### [Work to complete]
Could you copy all of the records below exactly as they appear?

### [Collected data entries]

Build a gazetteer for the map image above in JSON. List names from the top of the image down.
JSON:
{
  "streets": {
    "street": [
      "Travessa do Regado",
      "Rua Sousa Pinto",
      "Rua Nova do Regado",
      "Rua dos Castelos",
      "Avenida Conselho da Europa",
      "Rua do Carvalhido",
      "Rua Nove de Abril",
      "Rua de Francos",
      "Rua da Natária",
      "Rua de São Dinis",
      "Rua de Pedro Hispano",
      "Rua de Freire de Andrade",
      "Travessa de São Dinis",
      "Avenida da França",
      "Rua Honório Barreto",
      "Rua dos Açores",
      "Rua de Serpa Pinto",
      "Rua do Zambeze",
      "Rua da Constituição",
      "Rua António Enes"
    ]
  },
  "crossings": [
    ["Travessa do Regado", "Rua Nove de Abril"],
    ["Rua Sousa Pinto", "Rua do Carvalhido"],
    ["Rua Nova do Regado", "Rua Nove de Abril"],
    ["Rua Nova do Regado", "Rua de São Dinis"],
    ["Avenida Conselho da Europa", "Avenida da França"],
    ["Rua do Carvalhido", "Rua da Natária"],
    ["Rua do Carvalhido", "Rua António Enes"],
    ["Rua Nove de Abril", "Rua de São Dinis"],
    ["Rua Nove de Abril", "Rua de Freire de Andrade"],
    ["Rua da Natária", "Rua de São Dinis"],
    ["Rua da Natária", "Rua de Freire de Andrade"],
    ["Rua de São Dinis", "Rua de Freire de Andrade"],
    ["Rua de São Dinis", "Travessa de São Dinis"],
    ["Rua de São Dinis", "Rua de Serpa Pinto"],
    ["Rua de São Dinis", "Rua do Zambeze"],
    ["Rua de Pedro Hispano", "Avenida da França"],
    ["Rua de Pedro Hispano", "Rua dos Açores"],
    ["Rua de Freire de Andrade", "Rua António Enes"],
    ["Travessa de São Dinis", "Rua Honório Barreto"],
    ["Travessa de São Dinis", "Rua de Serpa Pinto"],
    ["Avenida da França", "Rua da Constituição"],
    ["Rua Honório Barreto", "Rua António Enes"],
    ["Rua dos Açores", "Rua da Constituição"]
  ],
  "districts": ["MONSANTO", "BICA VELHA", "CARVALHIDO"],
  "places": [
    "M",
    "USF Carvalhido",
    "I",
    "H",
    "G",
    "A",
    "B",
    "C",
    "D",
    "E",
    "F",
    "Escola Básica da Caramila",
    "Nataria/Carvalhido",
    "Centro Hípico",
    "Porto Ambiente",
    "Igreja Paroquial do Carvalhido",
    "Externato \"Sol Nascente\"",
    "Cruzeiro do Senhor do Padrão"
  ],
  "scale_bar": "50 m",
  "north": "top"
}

### [Response to the task]
Build a gazetteer for the map image above in JSON. List names from the top of the image down.
JSON:
{
  "streets": {
    "street": [
      "Travessa do Regado",
      "Rua Sousa Pinto",
      "Rua Nova do Regado",
      "Rua dos Castelos",
      "Avenida Conselho da Europa",
      "Rua do Carvalhido",
      "Rua Nove de Abril",
      "Rua de Francos",
      "Rua da Natária",
      "Rua de São Dinis",
      "Rua de Pedro Hispano",
      "Rua de Freire de Andrade",
      "Travessa de São Dinis",
      "Avenida da França",
      "Rua Honório Barreto",
      "Rua dos Açores",
      "Rua de Serpa Pinto",
      "Rua do Zambeze",
      "Rua da Constituição",
      "Rua António Enes"
    ]
  },
  "crossings": [
    ["Travessa do Regado", "Rua Nove de Abril"],
    ["Rua Sousa Pinto", "Rua do Carvalhido"],
    ["Rua Nova do Regado", "Rua Nove de Abril"],
    ["Rua Nova do Regado", "Rua de São Dinis"],
    ["Avenida Conselho da Europa", "Avenida da França"],
    ["Rua do Carvalhido", "Rua da Natária"],
    ["Rua do Carvalhido", "Rua António Enes"],
    ["Rua Nove de Abril", "Rua de São Dinis"],
    ["Rua Nove de Abril", "Rua de Freire de Andrade"],
    ["Rua da Natária", "Rua de São Dinis"],
    ["Rua da Natária", "Rua de Freire de Andrade"],
    ["Rua de São Dinis", "Rua de Freire de Andrade"],
    ["Rua de São Dinis", "Travessa de São Dinis"],
    ["Rua de São Dinis", "Rua de Serpa Pinto"],
    ["Rua de São Dinis", "Rua do Zambeze"],
    ["Rua de Pedro Hispano", "Avenida da França"],
    ["Rua de Pedro Hispano", "Rua dos Açores"],
    ["Rua de Freire de Andrade", "Rua António Enes"],
    ["Travessa de São Dinis", "Rua Honório Barreto"],
    ["Travessa de São Dinis", "Rua de Serpa Pinto"],
    ["Avenida da França", "Rua da Constituição"],
    ["Rua Honório Barreto", "Rua António Enes"],
    ["Rua dos Açores", "Rua da Constituição"]
  ],
  "districts": ["MONSANTO", "BICA VELHA", "CARVALHIDO"],
  "places": [
    "M",
    "USF Carvalhido",
    "I",
    "H",
    "G",
    "A",
    "B",
    "C",
    "D",
    "E",
    "F",
    "Escola Básica da Caramila",
    "Nataria/Carvalhido",
    "Centro Hípico",
    "Porto Ambiente",
    "Igreja Paroquial do Carvalhido",
    "Externato \"Sol Nascente\"",
    "Cruzeiro do Senhor do Padrão"
  ],
  "scale_bar": "50 m",
  "north": "top"
}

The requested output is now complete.